22.10.2020 14:36 Uhr - EHF European League - PM HSG, red

HSG Blomberg-Lippe sieht auch Vorteile im nationalen Duell mit dem THC in der European League

Torben Kietsch sieht auch VorteileTorben Kietsch sieht auch Vorteile
Quelle: HSG Blomberg-Lippe
Die dritte Qualifikationsrunde der European Handball League ist ausgelost. Bei der Rückkehr auf die internationale Bühne trifft das Team der HSG Blomberg-Lippe auf den Thüringer HC. Ein ungeliebtes nationales Duell, das in den aktuellen Zeiten aber aufgrund der Reisebeschränkungen und Risiken während der Corona-Pandemie auch Vorteile mit sich bringt - für den dritten deutschen Vertreter aus Metzingen geht es hingegen ins russische Krasnodar. In Hin- und Rückspiel werden beide Teams im November um den Einzug in die Gruppenphase kämpfen.

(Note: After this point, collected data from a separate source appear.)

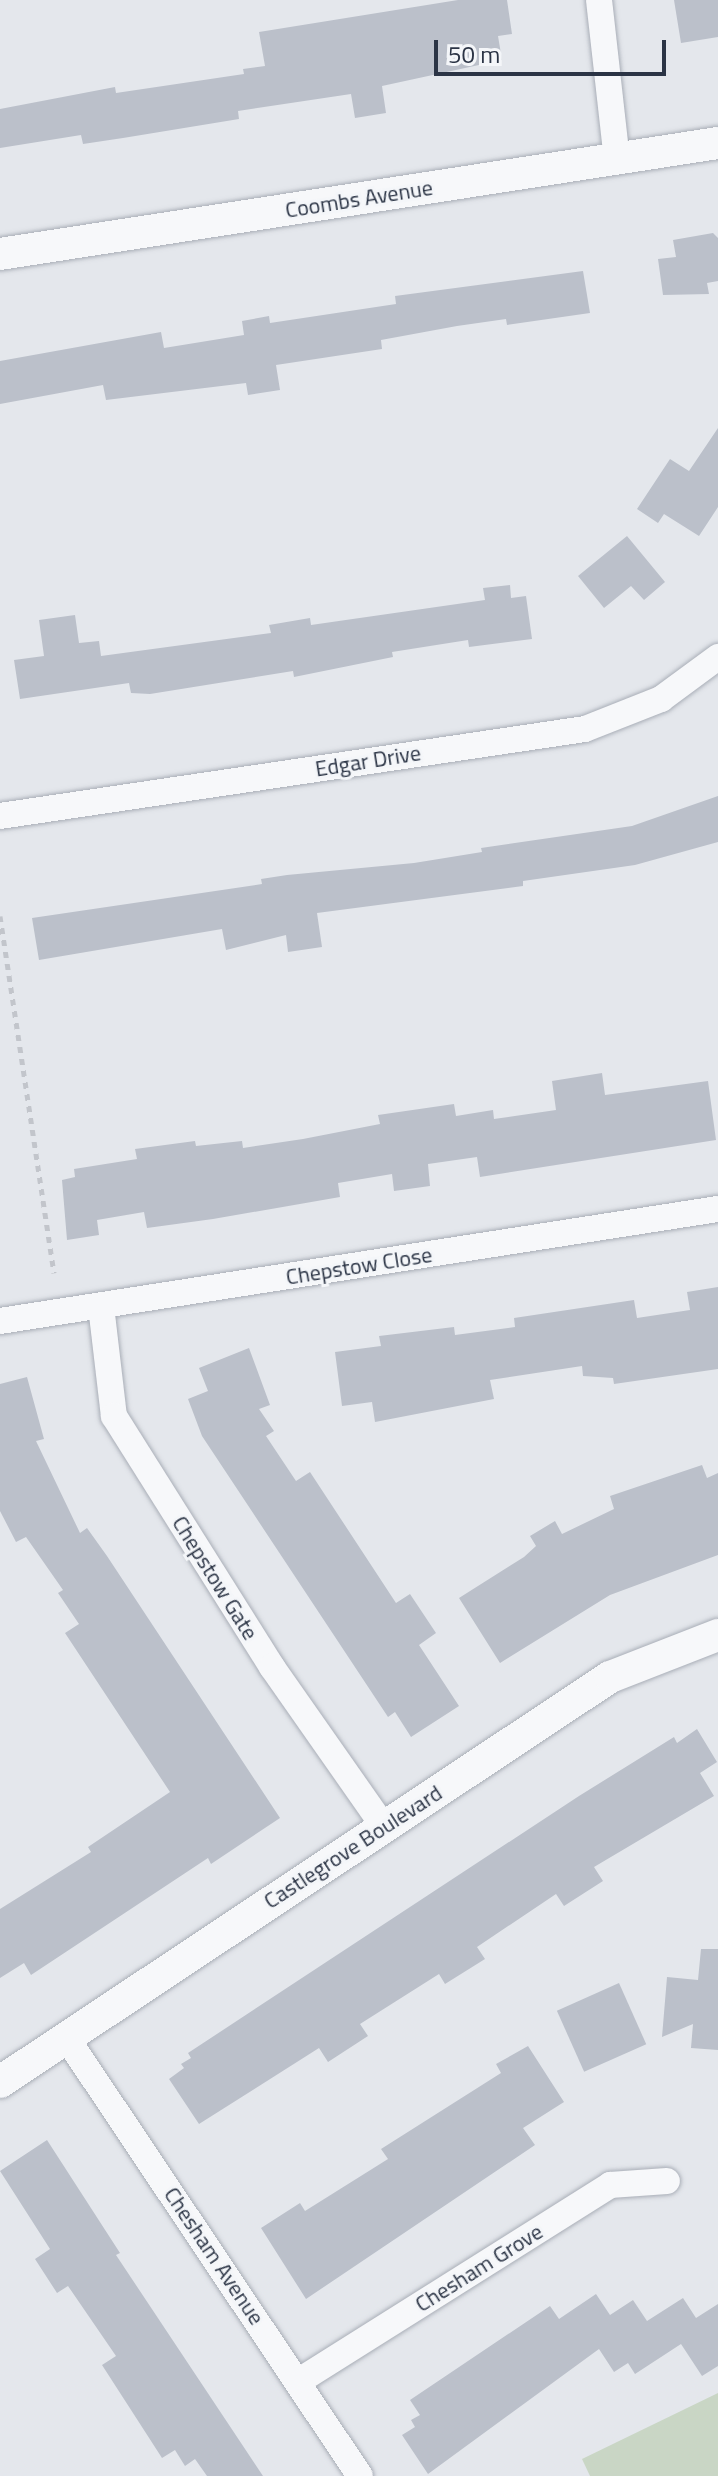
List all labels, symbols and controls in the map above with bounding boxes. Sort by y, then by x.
scale bar [438,24,670,74]
text: 50 m [448,36,500,72]
street label: Coombs Avenue [283,174,435,224]
street label: Edgar Drive [313,740,423,782]
street label: Chepstow Close [284,1241,434,1291]
street label: Chepstow Gate [166,1511,264,1645]
street label: Castlegrove Boulevard [259,1780,447,1914]
street label: Chesham Avenue [158,2182,270,2330]
street label: Chesham Grove [411,2218,547,2318]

Russland, Ungarn, Spanien oder doch Frankreich? Die Spannung beim Team und den Verantwortlichen war am Dienstag greifbar. Gespannt verfolgten sie die Auslosung der 3. Qualifikationsrunde der European Handball League.

Am Ende bescherte die Losfee der HSG ein Duell mit einem weiteren deutschen Teilnehmer, dem Thüringer HC. Dieser hatte sich zuvor in der 2. Qualifikationsrunde erfolgreich gegen das österreichische Team WAT Watzgersdorf durchgesetzt. In Wien gewann der THC mit 39:24, beim Heimspiel in Nordhausen gab es eine Woche später einen 42:21-Erfolg.

"Wir können uns das Los nicht aussuchen. Natürlich wären wir gerne einem innerdeutschen Duell aus dem Weg gegangen, nehmen es aber nun, wie es ist", kommentierte HSG-Trainer Steffen Birkner das Los. "Jetzt freuen wir uns trotzdem auf zwei spannende Duelle gegen eines der besten deutschen Teams. Beim ersten Aufeinandertreffen in diesem Jahr haben wir uns deutlich unter Wert verkauft und bekommen nun, früher als gedacht, die Gelegenheit es besser zu machen. Favorit ist der THC. Aber in zwei Spielen ist vieles möglich", so Birkner weiter.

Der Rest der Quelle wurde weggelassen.